_WHAT THE EXERCISE ASKS_
From the line containing "For a GIS import: Give" through the last line of the records, print every line exactly and nothing more.

_RECORDS_
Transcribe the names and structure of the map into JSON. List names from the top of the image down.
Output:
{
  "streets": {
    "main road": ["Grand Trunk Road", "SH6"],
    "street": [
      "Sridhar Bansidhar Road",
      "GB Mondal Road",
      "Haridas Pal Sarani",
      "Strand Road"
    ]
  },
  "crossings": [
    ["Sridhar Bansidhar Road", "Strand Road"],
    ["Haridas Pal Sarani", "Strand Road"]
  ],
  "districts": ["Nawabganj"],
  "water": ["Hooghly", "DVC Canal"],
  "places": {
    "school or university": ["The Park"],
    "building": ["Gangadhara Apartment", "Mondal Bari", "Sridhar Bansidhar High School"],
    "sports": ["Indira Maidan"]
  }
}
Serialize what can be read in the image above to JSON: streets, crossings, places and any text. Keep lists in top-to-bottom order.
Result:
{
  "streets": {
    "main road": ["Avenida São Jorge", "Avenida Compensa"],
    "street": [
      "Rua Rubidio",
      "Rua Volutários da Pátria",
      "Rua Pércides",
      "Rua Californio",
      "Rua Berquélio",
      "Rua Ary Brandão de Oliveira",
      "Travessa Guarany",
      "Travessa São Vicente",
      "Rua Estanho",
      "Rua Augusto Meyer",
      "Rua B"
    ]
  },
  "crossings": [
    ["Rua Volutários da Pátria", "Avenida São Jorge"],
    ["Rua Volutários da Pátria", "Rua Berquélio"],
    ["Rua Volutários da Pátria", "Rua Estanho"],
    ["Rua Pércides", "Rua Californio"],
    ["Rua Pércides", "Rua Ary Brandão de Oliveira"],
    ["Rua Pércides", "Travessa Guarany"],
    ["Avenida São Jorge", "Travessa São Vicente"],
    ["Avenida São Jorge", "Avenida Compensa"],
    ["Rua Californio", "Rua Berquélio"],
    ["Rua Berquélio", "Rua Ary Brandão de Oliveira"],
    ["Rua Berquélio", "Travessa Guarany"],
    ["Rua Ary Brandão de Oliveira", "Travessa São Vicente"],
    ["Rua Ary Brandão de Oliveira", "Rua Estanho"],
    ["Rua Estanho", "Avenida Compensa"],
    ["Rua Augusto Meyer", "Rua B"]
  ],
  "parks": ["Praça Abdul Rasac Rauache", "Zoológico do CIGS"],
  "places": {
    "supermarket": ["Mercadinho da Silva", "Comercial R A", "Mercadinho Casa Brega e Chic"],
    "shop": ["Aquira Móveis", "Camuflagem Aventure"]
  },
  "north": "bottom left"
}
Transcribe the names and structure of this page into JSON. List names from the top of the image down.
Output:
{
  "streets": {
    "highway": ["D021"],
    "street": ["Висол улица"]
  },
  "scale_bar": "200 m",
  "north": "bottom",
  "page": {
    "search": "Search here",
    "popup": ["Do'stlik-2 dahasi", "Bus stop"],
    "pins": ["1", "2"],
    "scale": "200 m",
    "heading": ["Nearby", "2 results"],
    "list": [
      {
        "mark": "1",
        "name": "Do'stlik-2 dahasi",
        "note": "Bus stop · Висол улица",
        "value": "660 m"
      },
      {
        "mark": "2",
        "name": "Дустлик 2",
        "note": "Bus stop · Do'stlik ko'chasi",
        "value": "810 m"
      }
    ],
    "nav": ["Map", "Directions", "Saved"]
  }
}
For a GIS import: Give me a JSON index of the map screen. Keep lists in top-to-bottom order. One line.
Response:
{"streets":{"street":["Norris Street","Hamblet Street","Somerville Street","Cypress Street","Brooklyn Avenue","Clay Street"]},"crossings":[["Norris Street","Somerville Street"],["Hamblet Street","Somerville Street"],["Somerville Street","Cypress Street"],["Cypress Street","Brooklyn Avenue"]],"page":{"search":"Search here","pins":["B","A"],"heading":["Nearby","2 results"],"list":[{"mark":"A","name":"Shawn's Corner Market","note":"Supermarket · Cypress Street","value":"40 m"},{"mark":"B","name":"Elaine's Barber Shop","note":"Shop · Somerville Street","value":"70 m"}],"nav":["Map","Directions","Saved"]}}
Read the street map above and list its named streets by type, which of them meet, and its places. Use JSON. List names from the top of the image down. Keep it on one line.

_RESPONSE AREA_
For a GIS import: Give me a JSON index of the map screen. Keep lists in top-to-bottom order. One line.
Response:
{"streets":{"street":["Norris Street","Hamblet Street","Somerville Street","Cypress Street","Brooklyn Avenue","Clay Street"]},"crossings":[["Norris Street","Somerville Street"],["Hamblet Street","Somerville Street"],["Somerville Street","Cypress Street"],["Cypress Street","Brooklyn Avenue"]],"page":{"search":"Search here","pins":["B","A"],"heading":["Nearby","2 results"],"list":[{"mark":"A","name":"Shawn's Corner Market","note":"Supermarket · Cypress Street","value":"40 m"},{"mark":"B","name":"Elaine's Barber Shop","note":"Shop · Somerville Street","value":"70 m"}],"nav":["Map","Directions","Saved"]}}
Read the street map above and list its named streets by type, which of them meet, and its places. Use JSON. List names from the top of the image down. Keep it on one line.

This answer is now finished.